Winter Journey by Diane Armstrong. Have you ever read about forensic dentistry? I sure had not, so I found it fascinating reading. It’s a debut novel for the author, and what a story. Halina, an Australian, with Polish roots, specializes in this obscure profession as a forensic dentist, and is asked to go to Poland, to help identify bone (and tooth) fragments, to put to rest a sad event in the story of this small town, when many, many people (Jews) were murdered. Was it the Nazis? Or was it the local townspeople who disliked the Jews. What a tangled web of intrigue, including Halina’s own mysterious past. I really enjoyed the read. The author does a great job of developing the characters (which I always like). This is no light read if you consider the subject matter, although it IS a novel (but based on fact). Nor is it a spy thriller – it’s more just an historical novel with lots of interesting people throughout. There’s a romance thrown in too, and a whole lot of angst about the discoveries found in the mass grave. But, the subject expanded my knowledge about forensics.

The Lost Painting: The Quest for a Caravaggio Masterpiece by Jonathan Harr. I just LOVED this book. I’ve never been much of a fan of Caravaggio’s paintings, although I’ve seen plenty of them (many are extremely large) in museums around the world. His paintings were dark, often with dark subjects. But as with many of the old masters, occasionally some obscure work surfaces, perhaps credited to another artist, even, that turns out to be one done by “the” master. In this case, Caravaggio. Although this book is written as a novel (with dialogue, etc.) it’s historical through and through. It begins with two young women art scholars, in Italy, who are asked to do a research project. One thing leads to another, and to another. All true.  If you enjoy books about art – I learned some things about the paint and the canvases of the time – you’ll be intrigued as I was.

Eye On the Struggle: Ethel Payne, the First Lady of the Black Press, by James, McGrath Morris. Each year my AAUW book club reads something related to Black History Month. This is a biography of a woman you’ve probably never heard of, Ethel Payne, and about her life-long journey in journalism, struggling to keep her head above water financially, but staying true to her purposes of telling the truth about the black stories and black racism of the day. Sometimes biographies aren’t all that riveting, but I found this one to be so, and I savored each new chapter. We had a really good discussion of the book, and the ups and downs of Payne’s life, especially during her years as a Washington reporter. You’ll not be sorry to have spent the time reading this book. It’s well-written, as well. I was thrilled when the author, Morris, left a message here on my blog, thanking me (and my group) for reading his book.

H Is for Hawk, by Helen Macdonald. This one has been on the best seller list. It’s a memoir about a woman who takes on a personal challenge of taming a wild hawk. Prior to reading this book, I knew next to nothing about the entire subject of hawking, or taming any of the big, wild birds. The book is equally about the writer’s inner journey.
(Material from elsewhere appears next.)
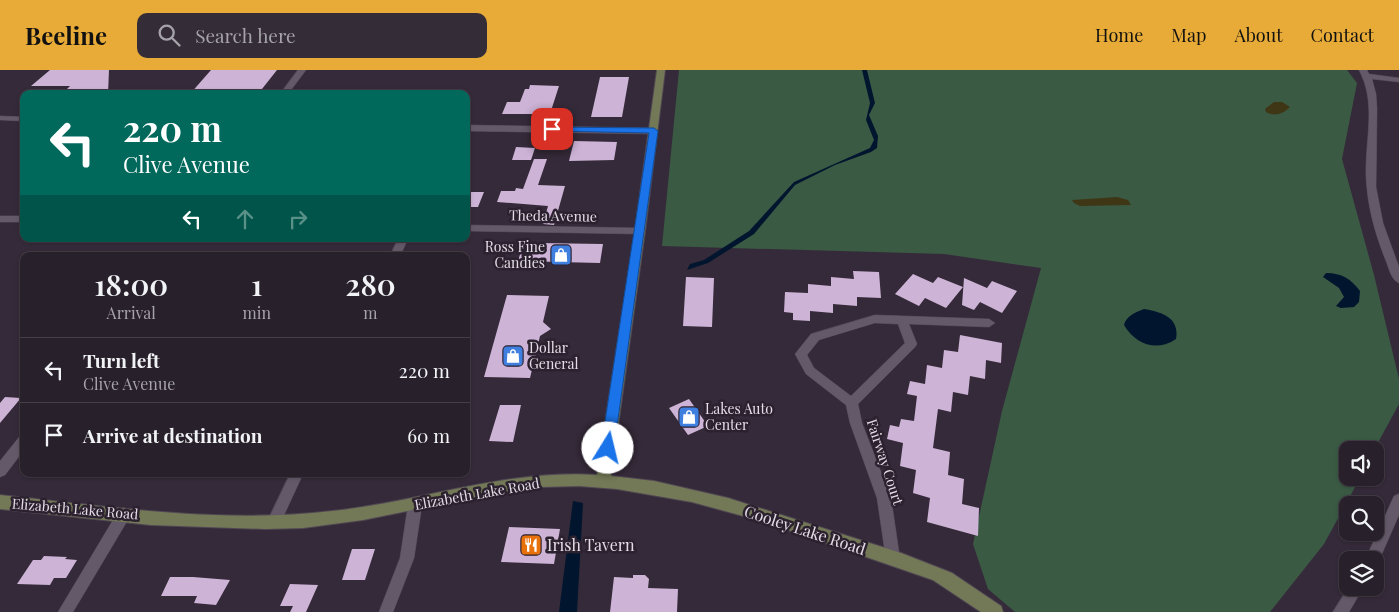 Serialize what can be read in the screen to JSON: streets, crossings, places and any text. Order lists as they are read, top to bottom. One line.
{"streets":{"main road":["Elizabeth Lake Road","Cooley Lake Road"],"street":["Theda Avenue","Fairway Court"]},"crossings":[["Fairway Court","Cooley Lake Road"],["Elizabeth Lake Road","Cooley Lake Road"]],"places":{"shop":["Ross Fine Candies","Dollar General","Lakes Auto Center"],"restaurant":["Irish Tavern"]},"page":{"header":"Beeline","search":"Search here","nav":["Home","Map","About","Contact"],"turn":["220 m","Clive Avenue"],"eta":["18:00","Arrival","1","min","280","m"],"list":[{"name":"Turn left","note":"Clive Avenue","value":"220 m"},{"name":"Arrive at destination","value":"60 m"}]}} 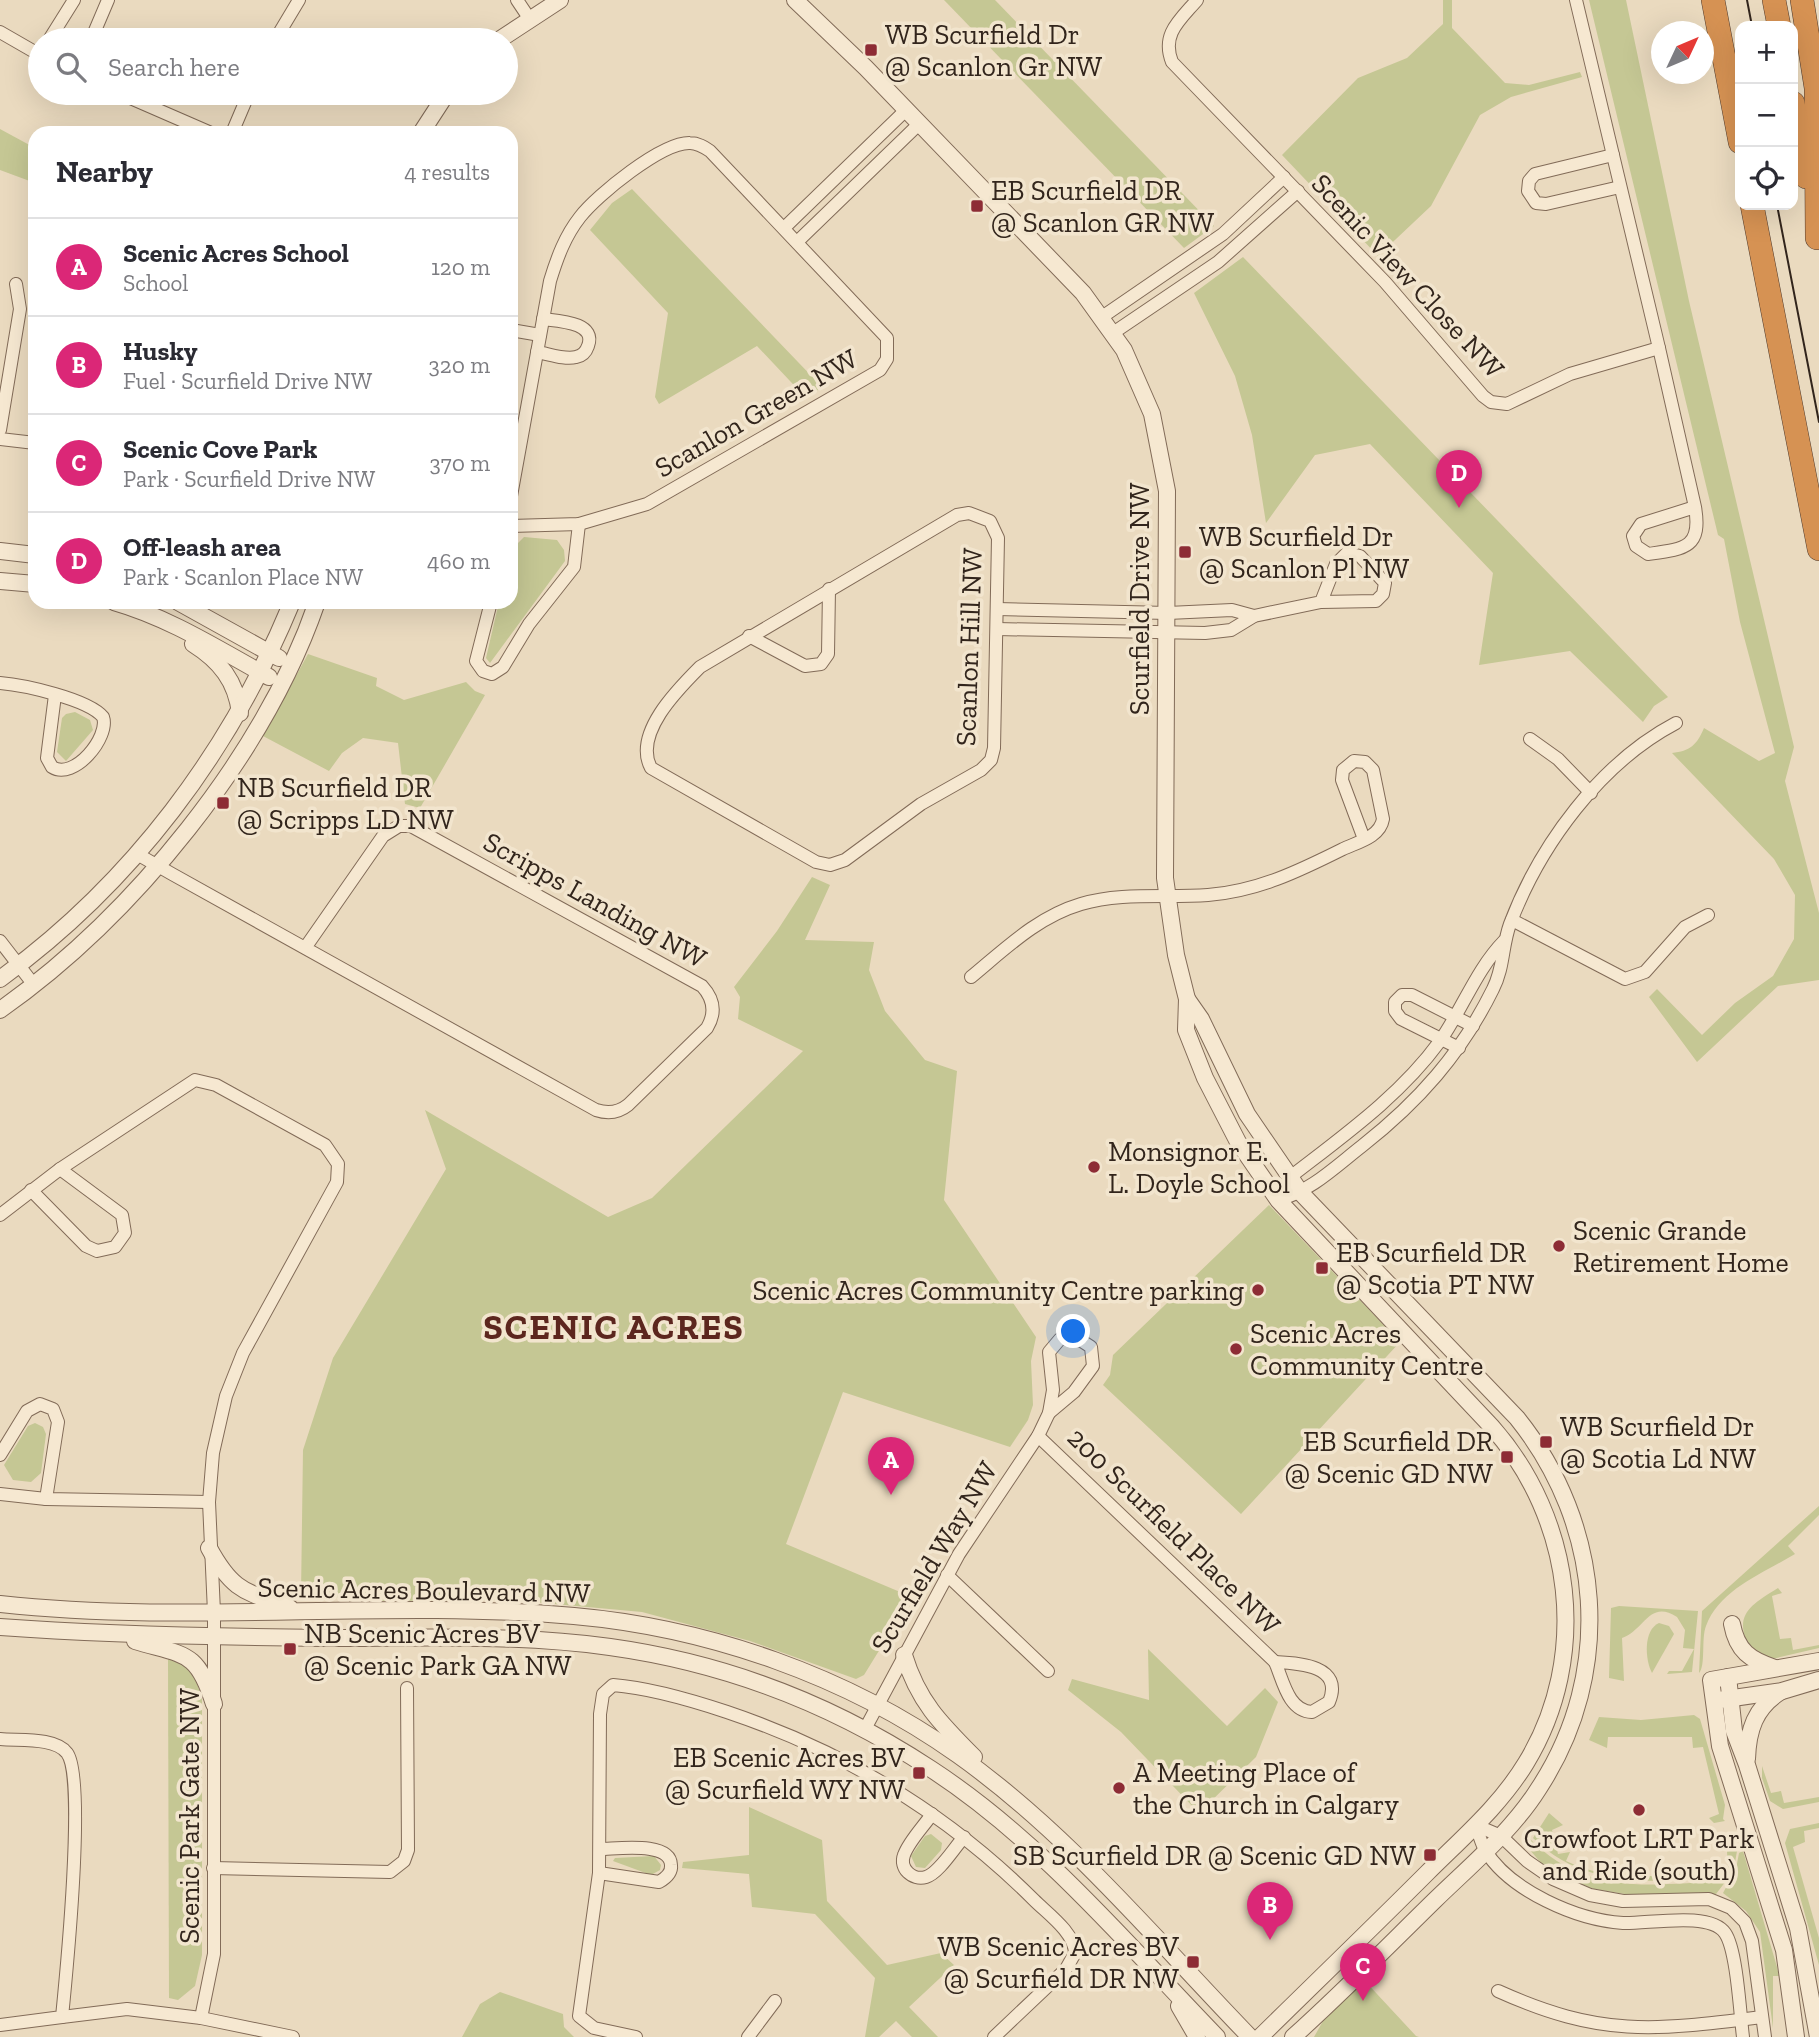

She’s a consummate writer, and every page was a joy of words, for me. My only problem is my own – I found it hard, the more time that went by, and the more time the writer spent trying to tame this bird, to scream out “let the bird go.” Perhaps it’s because I spent time in Africa in 2015, seeing animals in the wild, that I felt more for the bird than I did with the writer’s discontent with herself and the taming process. Little did I know what a hard job it is to tame a hawk. I actually didn’t finish the book. It was a book club read, and highly recommended by several of our members. And I ended up not being able to attend the meeting as I had a cold. So perhaps there is some great ending to it that would have made me feel better. I haven’t gone to the end to find out. I just had to stop reading it. But I’m not NOT recommending it. If nothing else, read it for Macdonald’s sublime proficiency with words.

Also read George Washington’s Secret Six: The Spy Ring That Saved the American Revolution, by Brian Kilmeade and Dan Yaeger. Here’s what it says on amazon: When George Washington beat a hasty retreat from New York City in August 1776, many thought the American Revolution might soon be over. Instead, Washington rallied—thanks in large part to a little-known, top-secret group called the Culper Spy Ring. He realized that he couldn’t defeat the British with military might, so he recruited a sophisticated and deeply secretive intelligence network to infiltrate New York. I won’t exactly call this book a riveting read, but it was interesting. Relating facts that few people knew about, this Culper Spy Ring. It’s a little chunk of American history researched in depth by the authors. An interesting read.

Also read The Little Paris Bookshop: A Novel by Nina George. If you’re an avid reader, you probably have the same kind of longing as I do for a quaint, independently owned bookstore right around the corner. So few exist anymore. This novel is about a very unusual book store, and book store owner. In Paris. On a boat/barge. It’s not a typical book store, and the writer takes you on a journey of discovery about (likely) her own lifetime of book reading. You’ll learn all about a variety of existing books and why they’re a good read. But it’s all cloaked in a story about this book store and the owner. And the customers. Very fun. I’m reviewing it for one of my book clubs next month.

Tasting Spoons

My blog's namesake - small, old and some very dented engraved silver plated tea spoons that belonged to my mother-in-law, and I use them to taste my food as I'm cooking.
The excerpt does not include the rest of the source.